I've been following the journals of Kaycee and her mom (Debbie) for several months now. Kaycee, happily, is winning her battle against cancer, having recently been discharged from the hospital. But the whole thing has taken its toll on their family. Debbie's most recent journal entries (Part I and Part II) describe the tension that has developed between her and her husband over this period. From her description, her husband's relatives sound like real a-holes, and her husband sounds like a chip off the old block. I've no idea how things have gotten to where they are (maybe it's in her archives).

However, several sentences made me bolt upright in my chair as I read them: "I held it in as always. But it festered on me all through dinner. He kept adding to the growing pile upon my shoulders. I thought it was me. I thought I was at fault in some way. I retraced my thoughts and heard my children asking the same questions I was. I tried to see things through my husbands eyes. I tried to come up with why he was so intent on blaming all of us. . . . My background suggested my weakness and fear. I have allowed him to put me in my place because this is how I was raised."

Most of the time, a-holes need an enabler. It sounds like this a-hole found the perfect enabler! And it's something that puzzles me, this desire of seemingly strong and intelligent people to please people who, in some ways, are the worst the world has to offer because they demand to be pleased (and never are) -- in essence, controlling those who would please them. What a charming man, who, from the sounds of things, is resentful of the time kaycee's mother devoted to her when she was fighting cancer! See things "through [the a-hole's] eyes"?!? Please. Stick a fork in his eyes if anything.

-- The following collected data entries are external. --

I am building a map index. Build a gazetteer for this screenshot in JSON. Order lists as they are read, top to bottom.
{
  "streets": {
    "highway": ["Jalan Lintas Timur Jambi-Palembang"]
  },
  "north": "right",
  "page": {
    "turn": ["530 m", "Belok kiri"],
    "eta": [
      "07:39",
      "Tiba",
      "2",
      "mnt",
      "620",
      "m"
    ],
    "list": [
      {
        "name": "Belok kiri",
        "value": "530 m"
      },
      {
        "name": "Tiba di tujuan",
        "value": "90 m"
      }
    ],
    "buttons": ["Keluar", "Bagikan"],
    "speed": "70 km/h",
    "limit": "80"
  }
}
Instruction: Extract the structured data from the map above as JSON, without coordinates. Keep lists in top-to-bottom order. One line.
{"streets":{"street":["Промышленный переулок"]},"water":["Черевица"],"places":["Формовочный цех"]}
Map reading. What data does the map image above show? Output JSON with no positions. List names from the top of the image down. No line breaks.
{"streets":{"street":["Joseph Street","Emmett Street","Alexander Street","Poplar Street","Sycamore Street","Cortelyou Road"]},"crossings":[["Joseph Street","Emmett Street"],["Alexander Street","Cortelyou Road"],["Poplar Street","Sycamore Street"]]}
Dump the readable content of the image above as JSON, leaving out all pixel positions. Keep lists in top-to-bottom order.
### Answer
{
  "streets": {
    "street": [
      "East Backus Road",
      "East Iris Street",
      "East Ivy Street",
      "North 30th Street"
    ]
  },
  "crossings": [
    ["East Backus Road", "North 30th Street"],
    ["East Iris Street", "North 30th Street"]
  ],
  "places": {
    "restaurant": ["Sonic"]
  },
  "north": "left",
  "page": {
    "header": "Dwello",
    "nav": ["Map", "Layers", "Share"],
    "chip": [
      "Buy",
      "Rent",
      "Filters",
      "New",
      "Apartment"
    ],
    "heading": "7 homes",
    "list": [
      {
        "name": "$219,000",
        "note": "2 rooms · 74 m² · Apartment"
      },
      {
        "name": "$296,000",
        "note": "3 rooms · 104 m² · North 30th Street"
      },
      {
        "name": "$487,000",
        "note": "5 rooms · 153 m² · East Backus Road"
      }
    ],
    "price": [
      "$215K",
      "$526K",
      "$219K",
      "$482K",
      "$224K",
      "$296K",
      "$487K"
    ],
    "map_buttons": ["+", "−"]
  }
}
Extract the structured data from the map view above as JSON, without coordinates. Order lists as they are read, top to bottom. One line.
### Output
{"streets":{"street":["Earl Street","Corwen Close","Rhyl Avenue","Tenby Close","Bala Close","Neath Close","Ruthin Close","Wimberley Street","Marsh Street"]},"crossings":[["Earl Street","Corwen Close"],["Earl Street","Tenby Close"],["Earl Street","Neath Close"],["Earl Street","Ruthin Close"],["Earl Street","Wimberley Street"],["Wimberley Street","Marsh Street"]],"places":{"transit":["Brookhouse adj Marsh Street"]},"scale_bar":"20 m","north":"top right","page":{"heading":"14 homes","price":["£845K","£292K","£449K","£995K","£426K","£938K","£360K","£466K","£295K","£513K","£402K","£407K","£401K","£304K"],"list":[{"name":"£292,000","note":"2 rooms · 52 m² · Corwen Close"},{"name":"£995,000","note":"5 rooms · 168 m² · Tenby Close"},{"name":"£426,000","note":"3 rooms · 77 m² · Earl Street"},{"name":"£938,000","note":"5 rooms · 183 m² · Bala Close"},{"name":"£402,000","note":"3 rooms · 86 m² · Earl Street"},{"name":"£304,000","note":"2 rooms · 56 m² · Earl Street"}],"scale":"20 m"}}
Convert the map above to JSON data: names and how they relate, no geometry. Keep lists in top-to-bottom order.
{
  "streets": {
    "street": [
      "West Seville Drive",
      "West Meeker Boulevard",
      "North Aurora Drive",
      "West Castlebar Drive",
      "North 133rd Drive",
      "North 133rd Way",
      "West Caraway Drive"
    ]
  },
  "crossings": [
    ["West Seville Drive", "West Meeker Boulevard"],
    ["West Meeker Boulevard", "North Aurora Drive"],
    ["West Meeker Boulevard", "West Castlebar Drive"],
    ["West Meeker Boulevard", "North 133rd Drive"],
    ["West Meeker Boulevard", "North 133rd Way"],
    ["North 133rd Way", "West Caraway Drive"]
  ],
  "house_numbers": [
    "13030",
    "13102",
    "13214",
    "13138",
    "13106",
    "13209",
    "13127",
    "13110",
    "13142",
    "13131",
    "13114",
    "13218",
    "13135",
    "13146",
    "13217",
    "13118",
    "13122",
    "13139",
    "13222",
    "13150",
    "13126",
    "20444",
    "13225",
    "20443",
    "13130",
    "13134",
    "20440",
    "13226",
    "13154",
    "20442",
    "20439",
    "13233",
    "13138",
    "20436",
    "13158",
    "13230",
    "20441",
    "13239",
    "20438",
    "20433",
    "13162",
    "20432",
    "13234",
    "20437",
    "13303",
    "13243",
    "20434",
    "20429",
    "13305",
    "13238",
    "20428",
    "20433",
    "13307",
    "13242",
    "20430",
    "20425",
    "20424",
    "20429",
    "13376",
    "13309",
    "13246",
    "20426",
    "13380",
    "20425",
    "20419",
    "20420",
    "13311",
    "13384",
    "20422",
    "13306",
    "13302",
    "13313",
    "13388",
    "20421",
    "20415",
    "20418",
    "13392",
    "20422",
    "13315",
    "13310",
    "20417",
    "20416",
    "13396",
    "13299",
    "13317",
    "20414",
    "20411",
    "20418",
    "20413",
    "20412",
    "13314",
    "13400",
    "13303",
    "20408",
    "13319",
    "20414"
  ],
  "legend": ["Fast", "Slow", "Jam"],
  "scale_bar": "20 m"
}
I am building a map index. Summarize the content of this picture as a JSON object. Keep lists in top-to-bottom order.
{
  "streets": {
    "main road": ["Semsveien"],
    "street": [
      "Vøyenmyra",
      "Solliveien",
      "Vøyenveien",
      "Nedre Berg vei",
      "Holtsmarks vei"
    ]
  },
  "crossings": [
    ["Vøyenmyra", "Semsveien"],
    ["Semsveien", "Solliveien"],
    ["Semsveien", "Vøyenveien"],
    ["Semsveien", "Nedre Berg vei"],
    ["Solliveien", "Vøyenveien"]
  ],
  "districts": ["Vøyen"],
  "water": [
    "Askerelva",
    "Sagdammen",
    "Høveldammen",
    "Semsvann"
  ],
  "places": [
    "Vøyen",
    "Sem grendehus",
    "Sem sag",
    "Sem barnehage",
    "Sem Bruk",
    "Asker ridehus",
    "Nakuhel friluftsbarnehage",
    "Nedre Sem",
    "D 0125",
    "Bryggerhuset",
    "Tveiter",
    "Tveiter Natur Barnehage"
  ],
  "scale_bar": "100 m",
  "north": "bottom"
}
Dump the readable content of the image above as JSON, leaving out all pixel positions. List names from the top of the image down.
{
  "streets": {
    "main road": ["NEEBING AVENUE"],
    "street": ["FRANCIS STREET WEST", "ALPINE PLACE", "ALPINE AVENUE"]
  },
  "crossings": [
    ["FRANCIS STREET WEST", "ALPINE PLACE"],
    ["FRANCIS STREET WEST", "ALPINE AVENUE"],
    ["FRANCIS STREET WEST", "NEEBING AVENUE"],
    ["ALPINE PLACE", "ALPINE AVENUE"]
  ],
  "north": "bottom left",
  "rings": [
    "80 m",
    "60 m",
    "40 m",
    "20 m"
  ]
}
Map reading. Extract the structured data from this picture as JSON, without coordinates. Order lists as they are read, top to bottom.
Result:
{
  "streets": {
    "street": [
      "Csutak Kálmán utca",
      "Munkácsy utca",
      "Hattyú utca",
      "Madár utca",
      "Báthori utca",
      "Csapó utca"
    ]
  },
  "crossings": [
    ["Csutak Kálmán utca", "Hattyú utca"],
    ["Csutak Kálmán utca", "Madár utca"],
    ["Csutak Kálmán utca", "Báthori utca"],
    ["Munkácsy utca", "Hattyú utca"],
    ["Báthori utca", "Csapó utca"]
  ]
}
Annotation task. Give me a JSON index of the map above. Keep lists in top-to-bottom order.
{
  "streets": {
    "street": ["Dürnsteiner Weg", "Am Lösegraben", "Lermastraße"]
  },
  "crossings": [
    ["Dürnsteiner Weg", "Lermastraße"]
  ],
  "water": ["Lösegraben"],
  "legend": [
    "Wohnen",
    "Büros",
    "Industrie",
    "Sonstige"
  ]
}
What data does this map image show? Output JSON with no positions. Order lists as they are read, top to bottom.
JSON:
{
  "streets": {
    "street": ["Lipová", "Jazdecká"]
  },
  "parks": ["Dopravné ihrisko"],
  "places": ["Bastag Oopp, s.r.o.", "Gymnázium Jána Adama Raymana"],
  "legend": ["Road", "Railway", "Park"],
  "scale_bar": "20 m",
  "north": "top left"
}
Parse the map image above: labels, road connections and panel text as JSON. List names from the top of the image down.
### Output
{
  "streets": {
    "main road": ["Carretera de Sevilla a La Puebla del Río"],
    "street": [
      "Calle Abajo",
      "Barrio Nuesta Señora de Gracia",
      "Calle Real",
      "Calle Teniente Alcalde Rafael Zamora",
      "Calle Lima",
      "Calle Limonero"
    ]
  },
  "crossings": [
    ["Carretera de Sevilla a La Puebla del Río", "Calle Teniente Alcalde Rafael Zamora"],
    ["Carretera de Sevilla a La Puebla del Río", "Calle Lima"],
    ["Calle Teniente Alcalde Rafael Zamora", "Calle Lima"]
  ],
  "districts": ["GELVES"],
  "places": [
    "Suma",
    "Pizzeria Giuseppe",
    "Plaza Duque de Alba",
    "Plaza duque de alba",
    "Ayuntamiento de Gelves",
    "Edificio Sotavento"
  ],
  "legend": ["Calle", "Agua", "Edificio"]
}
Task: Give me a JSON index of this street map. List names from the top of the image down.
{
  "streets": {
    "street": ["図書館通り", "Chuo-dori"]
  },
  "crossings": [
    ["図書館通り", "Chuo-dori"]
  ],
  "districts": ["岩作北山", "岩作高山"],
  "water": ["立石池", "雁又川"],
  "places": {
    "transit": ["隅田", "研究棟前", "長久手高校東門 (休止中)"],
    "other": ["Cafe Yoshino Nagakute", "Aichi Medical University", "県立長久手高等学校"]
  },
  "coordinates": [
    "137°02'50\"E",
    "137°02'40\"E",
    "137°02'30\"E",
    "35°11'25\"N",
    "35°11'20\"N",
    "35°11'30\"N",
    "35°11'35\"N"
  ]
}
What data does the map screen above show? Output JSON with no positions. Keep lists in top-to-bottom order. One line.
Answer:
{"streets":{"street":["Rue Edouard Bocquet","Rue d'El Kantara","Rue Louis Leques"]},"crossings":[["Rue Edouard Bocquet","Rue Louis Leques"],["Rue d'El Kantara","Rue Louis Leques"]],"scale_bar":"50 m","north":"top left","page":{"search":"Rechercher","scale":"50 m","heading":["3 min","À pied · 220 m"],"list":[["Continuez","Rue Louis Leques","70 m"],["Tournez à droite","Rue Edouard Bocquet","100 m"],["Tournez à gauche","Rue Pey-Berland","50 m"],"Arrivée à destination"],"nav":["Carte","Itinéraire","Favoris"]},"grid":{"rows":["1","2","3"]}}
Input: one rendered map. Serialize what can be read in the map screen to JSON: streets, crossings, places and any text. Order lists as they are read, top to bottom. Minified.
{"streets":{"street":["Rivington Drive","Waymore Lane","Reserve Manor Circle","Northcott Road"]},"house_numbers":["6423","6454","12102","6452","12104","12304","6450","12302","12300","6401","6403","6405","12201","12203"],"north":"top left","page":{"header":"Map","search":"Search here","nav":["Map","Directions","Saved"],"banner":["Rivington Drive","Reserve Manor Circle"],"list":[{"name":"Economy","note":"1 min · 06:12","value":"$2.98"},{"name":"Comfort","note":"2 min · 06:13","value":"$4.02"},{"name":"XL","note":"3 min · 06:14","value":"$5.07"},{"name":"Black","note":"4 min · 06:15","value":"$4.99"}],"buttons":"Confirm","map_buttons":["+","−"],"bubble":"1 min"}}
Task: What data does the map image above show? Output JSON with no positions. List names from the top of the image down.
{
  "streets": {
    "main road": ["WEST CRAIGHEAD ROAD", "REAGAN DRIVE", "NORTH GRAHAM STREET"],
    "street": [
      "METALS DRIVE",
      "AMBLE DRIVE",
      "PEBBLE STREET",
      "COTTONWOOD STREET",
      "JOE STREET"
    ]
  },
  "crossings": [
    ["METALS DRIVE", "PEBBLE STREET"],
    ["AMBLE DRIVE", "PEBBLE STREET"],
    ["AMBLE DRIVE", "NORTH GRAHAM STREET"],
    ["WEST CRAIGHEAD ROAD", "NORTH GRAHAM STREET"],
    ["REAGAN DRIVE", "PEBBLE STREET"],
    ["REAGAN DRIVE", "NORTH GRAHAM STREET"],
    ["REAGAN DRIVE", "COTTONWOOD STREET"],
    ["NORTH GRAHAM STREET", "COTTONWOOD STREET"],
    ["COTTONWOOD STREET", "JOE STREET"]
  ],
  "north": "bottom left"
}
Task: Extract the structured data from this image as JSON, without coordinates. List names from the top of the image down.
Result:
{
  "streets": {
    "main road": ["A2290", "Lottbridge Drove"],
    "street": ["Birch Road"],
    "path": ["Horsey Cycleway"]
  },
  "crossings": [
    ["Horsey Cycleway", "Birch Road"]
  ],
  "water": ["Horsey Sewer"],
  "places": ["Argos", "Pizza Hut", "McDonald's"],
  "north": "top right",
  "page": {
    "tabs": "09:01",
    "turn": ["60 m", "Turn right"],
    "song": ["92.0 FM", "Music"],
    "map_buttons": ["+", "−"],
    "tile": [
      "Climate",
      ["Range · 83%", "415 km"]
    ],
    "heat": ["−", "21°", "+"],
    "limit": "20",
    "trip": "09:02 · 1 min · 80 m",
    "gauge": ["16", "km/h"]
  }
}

I admire Kaycee's mom in many ways, because I've seen her strength over the months I've been reading her journal. That's why I was completely astounded to see the complete opposite of strength in the most recent. A-holes like a person who would resent Kaycee for having her mother's attention PREY on people who can be made to feel quilty for their virtues -- and make no mistake, Debbie's devotion to her daughter is a virtue. A-holes like that are the weakest of humans, for they depend on others for their strength. And they always seem to find an otherwise well meaning person who will utter the monstrous words "I have allowed him to put me in my place. . . ."

Yes, Debbie, you have allowed him to do something horrible -- he's caused you to doubt yourself and your own sense of morality. But no, I beg to differ. That is NOT your place. Grovelling to please an overbearing and apparently insecure master is not your place at all. Period. And what a transvaluation of moral values (to borrow from Nietzsche) it represents!